Task goal:
Check every line of the entries below for the word "content", and copy the ones that have it.
((
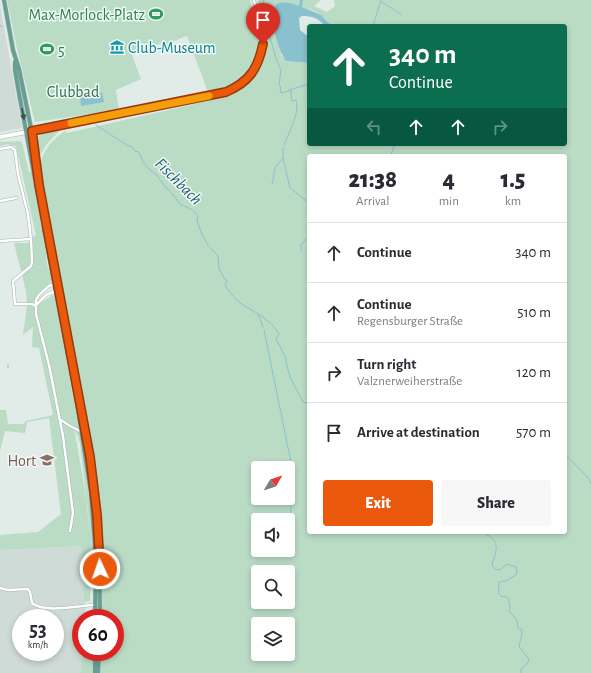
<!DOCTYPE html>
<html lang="en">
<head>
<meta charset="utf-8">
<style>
	:root { --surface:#fff; --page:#f7f7f7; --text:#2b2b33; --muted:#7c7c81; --line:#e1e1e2; --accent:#ea580c }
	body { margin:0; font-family:"Alegreya Sans",sans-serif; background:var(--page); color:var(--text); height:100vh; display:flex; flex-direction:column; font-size:15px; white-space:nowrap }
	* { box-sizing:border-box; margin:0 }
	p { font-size:13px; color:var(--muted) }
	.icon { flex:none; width:22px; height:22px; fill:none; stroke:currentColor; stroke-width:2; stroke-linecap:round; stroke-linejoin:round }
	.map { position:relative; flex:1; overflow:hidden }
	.drawer { position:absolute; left:307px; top:154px; width:260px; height:380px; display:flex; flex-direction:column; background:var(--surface); border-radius:4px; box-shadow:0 2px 6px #0003 }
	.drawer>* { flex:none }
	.top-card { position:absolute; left:307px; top:24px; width:260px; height:122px; border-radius:4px; box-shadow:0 2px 6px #0003; background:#0b6e4f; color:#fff; overflow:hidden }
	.needle { width:26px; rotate:51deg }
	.fabs { position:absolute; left:251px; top:461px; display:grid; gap:8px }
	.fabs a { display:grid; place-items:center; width:44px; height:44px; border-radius:4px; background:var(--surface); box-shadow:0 2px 6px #0003; font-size:20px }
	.speed { position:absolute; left:12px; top:609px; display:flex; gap:8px; font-size:20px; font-weight:700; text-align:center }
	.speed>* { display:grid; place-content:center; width:52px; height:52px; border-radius:50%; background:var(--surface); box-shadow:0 2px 6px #0003; line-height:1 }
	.speed small { font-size:10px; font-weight:400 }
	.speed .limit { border:6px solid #d22; background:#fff; color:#111 }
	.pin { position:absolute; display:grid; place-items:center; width:34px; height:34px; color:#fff; margin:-41px -17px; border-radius:50% 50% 50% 0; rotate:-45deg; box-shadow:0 0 4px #0007 }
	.pin .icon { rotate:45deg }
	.me { position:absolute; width:44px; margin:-22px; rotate:357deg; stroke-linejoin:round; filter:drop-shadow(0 0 3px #0008) }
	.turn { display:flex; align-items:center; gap:14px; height:84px; padding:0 16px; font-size:18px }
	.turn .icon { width:52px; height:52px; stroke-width:2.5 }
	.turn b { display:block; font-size:28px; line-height:34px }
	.lanes { display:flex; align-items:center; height:38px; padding:0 16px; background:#0003; justify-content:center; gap:20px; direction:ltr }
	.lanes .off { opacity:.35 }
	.eta { display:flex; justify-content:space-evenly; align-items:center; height:68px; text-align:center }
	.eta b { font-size:24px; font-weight:800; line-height:28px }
	.action { display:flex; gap:8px; margin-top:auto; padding:8px 16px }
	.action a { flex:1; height:46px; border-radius:4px; background:var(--accent); color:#fff; font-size:16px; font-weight:800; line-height:46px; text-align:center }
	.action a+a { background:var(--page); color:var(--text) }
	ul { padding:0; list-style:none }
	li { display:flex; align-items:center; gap:12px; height:60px; padding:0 16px; border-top:1px solid var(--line) }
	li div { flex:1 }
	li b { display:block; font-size:15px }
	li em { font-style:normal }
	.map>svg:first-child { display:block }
	.built { fill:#cfdbd6; fill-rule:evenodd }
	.green { fill:#badcc5; fill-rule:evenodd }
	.water { fill:#8ac1cf }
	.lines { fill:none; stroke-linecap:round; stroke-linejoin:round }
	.stream { stroke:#8ac1cf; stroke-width:1 }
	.street-casing { stroke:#a4b3ae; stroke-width:3.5 }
	.secondary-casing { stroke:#a0b7b0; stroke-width:5 }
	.primary-casing { stroke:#c1c8c7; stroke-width:5 }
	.street { stroke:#fff; stroke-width:2.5 }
	.secondary { stroke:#fff; stroke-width:4 }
	.primary { stroke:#679f93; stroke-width:4 }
	.oneway { fill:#33544d }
	.route-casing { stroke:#983908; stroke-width:10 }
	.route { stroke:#ea580c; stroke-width:7 }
	.slow { stroke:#f59e0b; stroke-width:7 }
	.labels { text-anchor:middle; stroke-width:3; stroke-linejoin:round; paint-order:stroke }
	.leisure-label { font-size:16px; fill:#27864d; stroke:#f1f8f5; text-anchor:end }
	.culture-label { font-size:16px; fill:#0d838f; stroke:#f1f8f5; text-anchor:start }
	.park-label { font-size:16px; fill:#2d714a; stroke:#f1f8f5 }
	.education-label { font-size:16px; fill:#785e54; stroke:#f1f8f5; text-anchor:end }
	.water-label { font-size:17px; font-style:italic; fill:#1e6375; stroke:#f1f8f5 }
</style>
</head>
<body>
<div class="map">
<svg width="591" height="673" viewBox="0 0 591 673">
	<rect width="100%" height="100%" fill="#e1ebe7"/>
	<!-- built -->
	<path class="built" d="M0 5 22 128 0 132Z
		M81 546 86 618H81V652H84L81 673H0V550ZM21 618H55V652H21Z"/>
	<!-- green -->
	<path class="green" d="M7 0H250C260 35 267 66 229 87 224 91 215 91 208 92L187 36 166 44 165 42 132 55 141 79 116 90 119 110 35 122 17 49Z
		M258 0H300L299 6 283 2 281 55 286 61 309 63V144H565V26H332L325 18 314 11 302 7 303 0H321L314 6 327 12 335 6 334 0H591V673H100L101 652H115V618H102C103 565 98 513 92 461L40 175C39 155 49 142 65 131L67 133 226 97C251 84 269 67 267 37 266 25 261 12 258 0ZM309 156H565V532H309ZM258 468H288V498H258ZM258 520H288V550H258ZM258 572H288V602H258ZM258 624H288V654H258Z
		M60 130 46 145 39 157 36 139 41 134Z
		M18 141 22 142 29 172 32 171 44 238 47 264 51 278V282C42 291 33 294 33 308L51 296V294L55 297 75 406 90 502 95 561 94 570 90 540 91 557 90 601 84 602 81 546 0 550V535L38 532 61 514 49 418 27 422 25 433 5 431 0 451V410H6L8 424H23L26 421 53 415 39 348 32 347 33 327 23 335 27 306 26 291 14 243H28L36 235 16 146 8 144 0 146V142ZM74 427 80 443 88 512 90 536 86 497Z
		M84 652H93V673H81V664Z"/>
	<!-- water -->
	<path class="water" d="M300 0H303L302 7 321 15 332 26H325C318 18 312 16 302 16L299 18 300 30 306 35H309V63L286 61C279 52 266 12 277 4 283 0 293 4 299 6Z
		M102 93 104 102 81 106 80 97Z"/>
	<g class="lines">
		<!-- stream -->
		<path class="stream" d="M263 0 266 21 270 30 269 34 276 58 281 70 279 84 281 88 280 91 281 93 288 91H292L291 95 292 98 291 100 292 101 296 100C300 114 289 132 284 145
			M382 2 402 15
			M0 26H2
			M373 26 381 0
			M289 90 309 84
			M96 125 128 146H131L135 151 139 152 143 162 150 170 156 174 166 188 169 190 181 205C188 207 194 210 198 216L197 221 202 234 207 244 218 256 219 269 225 279 227 281 225 285C227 289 236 300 239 302 253 312 270 318 279 334L276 339 286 358V362L290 377 303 402 309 404
			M283 148V158L290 188 308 202 309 207
			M390 156 394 147 393 144
			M272 184 275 168 283 158
			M301 251V244L309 237
			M258 314 263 327
			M264 330 294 477 288 536
			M8 365V368
			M567 456 589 479 591 484
			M487 532 486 534C500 541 497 552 492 563 493 568 495 570 500 570L507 564 516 567 517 571 516 575 506 581H503L499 582C499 589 497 593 502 597L505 596 508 598 510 606 509 611 517 620 518 628 522 630C522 637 520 641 519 647L529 659 527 664 521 669V673"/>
		<defs>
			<path id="street" d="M32 131 212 96C221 93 231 91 238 86 257 73 265 52 262 30 260 20 256 10 254 0
				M0 149 11 147 15 150 18 174 28 214 31 239
				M0 201 16 198
				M0 241 31 239 32 262 31 266 13 281 15 304H30L35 305
				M56 284 49 286 39 295 36 300V314L49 365 63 436 73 513 70 531
				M36 305 46 295 56 291
				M61 420 70 426 80 431
				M0 588 8 590 28 589 30 592 32 603C45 614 80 605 96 605"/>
			<path id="secondary" d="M0 137 32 131"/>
			<path id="primary" d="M4 0 13 50 19 69 30 123 36 155 37 174 91 466 99 541 100 618
				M15 62V70L20 99 35 179
				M44 229 76 397 91 493 96 558 95 618
				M95 652V673
				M98 673 99 652"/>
		</defs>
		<!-- street casing -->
		<use href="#street" class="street-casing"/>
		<!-- secondary casing -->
		<use href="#secondary" class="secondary-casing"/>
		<!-- primary casing -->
		<use href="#primary" class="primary-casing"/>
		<!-- street -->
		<use href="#street" class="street"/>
		<!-- secondary -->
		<use href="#secondary" class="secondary"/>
		<!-- primary -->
		<use href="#primary" class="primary"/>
	</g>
	<!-- one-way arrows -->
	<defs><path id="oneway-solid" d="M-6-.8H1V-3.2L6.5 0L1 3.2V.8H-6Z"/></defs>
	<use class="oneway" href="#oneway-solid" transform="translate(23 114) rotate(79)"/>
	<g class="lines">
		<defs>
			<path id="route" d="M100 569 97 515 90 457 39 185 32 131 226 92C249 82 258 69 263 44"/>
		</defs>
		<!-- route casing -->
		<use href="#route" class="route-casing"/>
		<!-- route -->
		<use href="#route" class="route"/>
		<!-- slow -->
		<path class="slow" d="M71 123 209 96"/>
	</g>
	<!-- icons -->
	<defs>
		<symbol id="stadium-bare" viewBox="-9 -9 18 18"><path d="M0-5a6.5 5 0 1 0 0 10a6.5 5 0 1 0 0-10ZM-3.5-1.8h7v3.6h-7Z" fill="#2e9e5b" stroke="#f1f8f5" stroke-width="2.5" paint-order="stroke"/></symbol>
		<symbol id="museum-bare" viewBox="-9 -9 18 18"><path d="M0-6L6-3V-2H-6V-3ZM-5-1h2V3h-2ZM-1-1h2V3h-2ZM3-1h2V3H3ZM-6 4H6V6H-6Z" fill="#0f9aa8" stroke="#f1f8f5" stroke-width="2.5" paint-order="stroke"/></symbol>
		<symbol id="school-bare" viewBox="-9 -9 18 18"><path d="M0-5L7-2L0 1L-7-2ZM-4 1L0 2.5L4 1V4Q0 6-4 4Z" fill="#8d6e63" stroke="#f1f8f5" stroke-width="2.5" paint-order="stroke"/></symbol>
	</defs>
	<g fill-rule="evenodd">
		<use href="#stadium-bare" x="146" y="4" width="20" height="20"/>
		<use href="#museum-bare" x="107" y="37" width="20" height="20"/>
		<use href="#stadium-bare" x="37" y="39" width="20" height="20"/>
		<use href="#school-bare" x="37" y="450" width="20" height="20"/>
	</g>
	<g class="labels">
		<!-- leisure labels -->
		<g class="leisure-label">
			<text x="145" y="20">Max-Morlock-Platz</text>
			<text x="58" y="55" text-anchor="start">5</text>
		</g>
		<!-- culture labels -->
		<g class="culture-label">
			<text x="128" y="53">Club-Museum</text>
		</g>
		<!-- park labels -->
		<g class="park-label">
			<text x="73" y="97">Clubbad</text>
		</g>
		<!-- education labels -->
		<g class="education-label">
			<text x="36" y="466">Hort</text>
		</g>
		<!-- water labels -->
		<g class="water-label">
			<text transform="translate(179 181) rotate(45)" y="6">Fischbach</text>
		</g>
	</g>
</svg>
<div class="fabs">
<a><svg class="needle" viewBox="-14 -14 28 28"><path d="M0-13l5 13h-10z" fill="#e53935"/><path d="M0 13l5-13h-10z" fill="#7c7c81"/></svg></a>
<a><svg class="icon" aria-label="sound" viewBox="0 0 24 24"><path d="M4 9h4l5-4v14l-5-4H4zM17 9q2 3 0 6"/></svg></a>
<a><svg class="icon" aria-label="search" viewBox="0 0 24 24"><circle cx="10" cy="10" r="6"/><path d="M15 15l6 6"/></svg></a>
<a><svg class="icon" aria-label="layers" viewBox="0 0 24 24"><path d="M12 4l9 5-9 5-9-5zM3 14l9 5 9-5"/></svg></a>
</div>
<div class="speed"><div>53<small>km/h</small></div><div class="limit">60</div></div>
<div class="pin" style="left:263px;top:44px;background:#d93025"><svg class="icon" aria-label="arrive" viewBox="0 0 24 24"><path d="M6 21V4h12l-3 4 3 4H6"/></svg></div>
<svg class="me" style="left:100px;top:569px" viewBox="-20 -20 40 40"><circle r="17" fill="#ea580c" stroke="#fff" stroke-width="3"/><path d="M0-11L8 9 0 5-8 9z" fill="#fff"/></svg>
<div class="top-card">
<div class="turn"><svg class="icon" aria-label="ahead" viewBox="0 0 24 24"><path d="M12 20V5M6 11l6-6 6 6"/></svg><div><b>340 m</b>Continue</div></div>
<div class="lanes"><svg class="icon off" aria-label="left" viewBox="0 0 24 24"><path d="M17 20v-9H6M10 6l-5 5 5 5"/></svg><svg class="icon" aria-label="ahead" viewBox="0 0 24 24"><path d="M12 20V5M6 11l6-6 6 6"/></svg><svg class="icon" aria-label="ahead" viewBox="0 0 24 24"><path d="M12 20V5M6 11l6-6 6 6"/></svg><svg class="icon off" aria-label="right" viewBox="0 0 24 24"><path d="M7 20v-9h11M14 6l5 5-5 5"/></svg></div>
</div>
<section class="drawer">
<div class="eta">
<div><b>21:38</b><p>Arrival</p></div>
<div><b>4</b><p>min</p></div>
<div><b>1.5</b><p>km</p></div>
</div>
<ul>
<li><svg class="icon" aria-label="ahead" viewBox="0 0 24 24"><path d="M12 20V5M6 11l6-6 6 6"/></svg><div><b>Continue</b></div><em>340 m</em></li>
<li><svg class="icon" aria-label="ahead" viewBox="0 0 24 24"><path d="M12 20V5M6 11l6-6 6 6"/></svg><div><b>Continue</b><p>Regensburger Straße</p></div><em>510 m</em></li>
<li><svg class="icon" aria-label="right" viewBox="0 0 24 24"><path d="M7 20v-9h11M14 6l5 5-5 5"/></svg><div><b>Turn right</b><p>Valznerweiherstraße</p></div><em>120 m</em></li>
<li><svg class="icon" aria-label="arrive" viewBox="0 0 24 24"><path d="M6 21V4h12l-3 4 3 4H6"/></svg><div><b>Arrive at destination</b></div><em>570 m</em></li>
</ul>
<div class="action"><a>Exit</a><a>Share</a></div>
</section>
</div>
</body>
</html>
))
Response area:
	.speed>* { display:grid; place-content:center; width:52px; height:52px; border-radius:50%; background:var(--surface); box-shadow:0 2px 6px #0003; line-height:1 }
	.lanes { display:flex; align-items:center; height:38px; padding:0 16px; background:#0003; justify-content:center; gap:20px; direction:ltr }
	.eta { display:flex; justify-content:space-evenly; align-items:center; height:68px; text-align:center }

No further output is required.